**Assignment:** Only the text of the records belongs in the answer, copied exactly and without pictures.

**Excerpted records:**
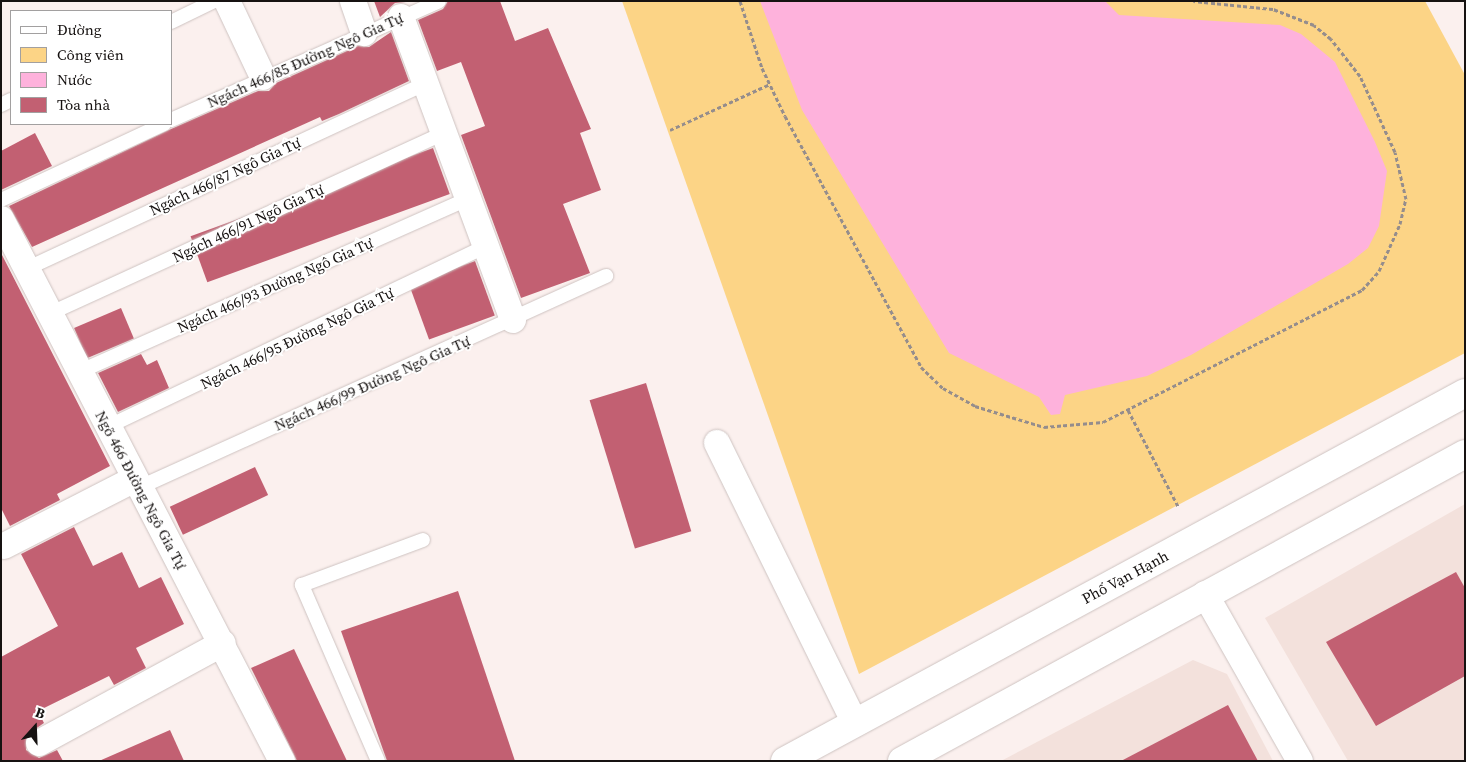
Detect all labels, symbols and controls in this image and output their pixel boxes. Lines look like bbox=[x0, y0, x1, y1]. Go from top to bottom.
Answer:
street label: Ngách 466/85 Đường Ngô Gia Tự bbox=[204, 9, 406, 111]
legend bbox=[10, 10, 172, 125]
text: Đường bbox=[57, 19, 102, 40]
text: Công viên bbox=[57, 44, 124, 65]
text: Nước bbox=[57, 69, 92, 90]
text: Tòa nhà bbox=[57, 94, 110, 115]
street label: Ngách 466/87 Ngô Gia Tự bbox=[147, 133, 303, 219]
street label: Ngách 466/91 Ngô Gia Tự bbox=[170, 180, 326, 266]
street label: Ngách 466/93 Đường Ngô Gia Tự bbox=[174, 234, 376, 336]
street label: Ngách 466/95 Đường Ngô Gia Tự bbox=[197, 283, 397, 393]
street label: Ngách 466/99 Đường Ngô Gia Tự bbox=[271, 332, 473, 434]
street label: Ngõ 466 Đường Ngô Gia Tự bbox=[91, 407, 191, 573]
street label: Phố Vạn Hạnh bbox=[1078, 547, 1172, 607]
north arrow bbox=[10, 702, 60, 752]
text: B bbox=[32, 702, 48, 724]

**Answer to this exercise:**
Detect all labels, symbols and controls in this image and output their pixel boxes. Lines look like bbox=[x0, y0, x1, y1]. Go from top to bottom.
Answer:
street label: Ngách 466/85 Đường Ngô Gia Tự bbox=[204, 9, 406, 111]
legend bbox=[10, 10, 172, 125]
text: Đường bbox=[57, 19, 102, 40]
text: Công viên bbox=[57, 44, 124, 65]
text: Nước bbox=[57, 69, 92, 90]
text: Tòa nhà bbox=[57, 94, 110, 115]
street label: Ngách 466/87 Ngô Gia Tự bbox=[147, 133, 303, 219]
street label: Ngách 466/91 Ngô Gia Tự bbox=[170, 180, 326, 266]
street label: Ngách 466/93 Đường Ngô Gia Tự bbox=[174, 234, 376, 336]
street label: Ngách 466/95 Đường Ngô Gia Tự bbox=[197, 283, 397, 393]
street label: Ngách 466/99 Đường Ngô Gia Tự bbox=[271, 332, 473, 434]
street label: Ngõ 466 Đường Ngô Gia Tự bbox=[91, 407, 191, 573]
street label: Phố Vạn Hạnh bbox=[1078, 547, 1172, 607]
north arrow bbox=[10, 702, 60, 752]
text: B bbox=[32, 702, 48, 724]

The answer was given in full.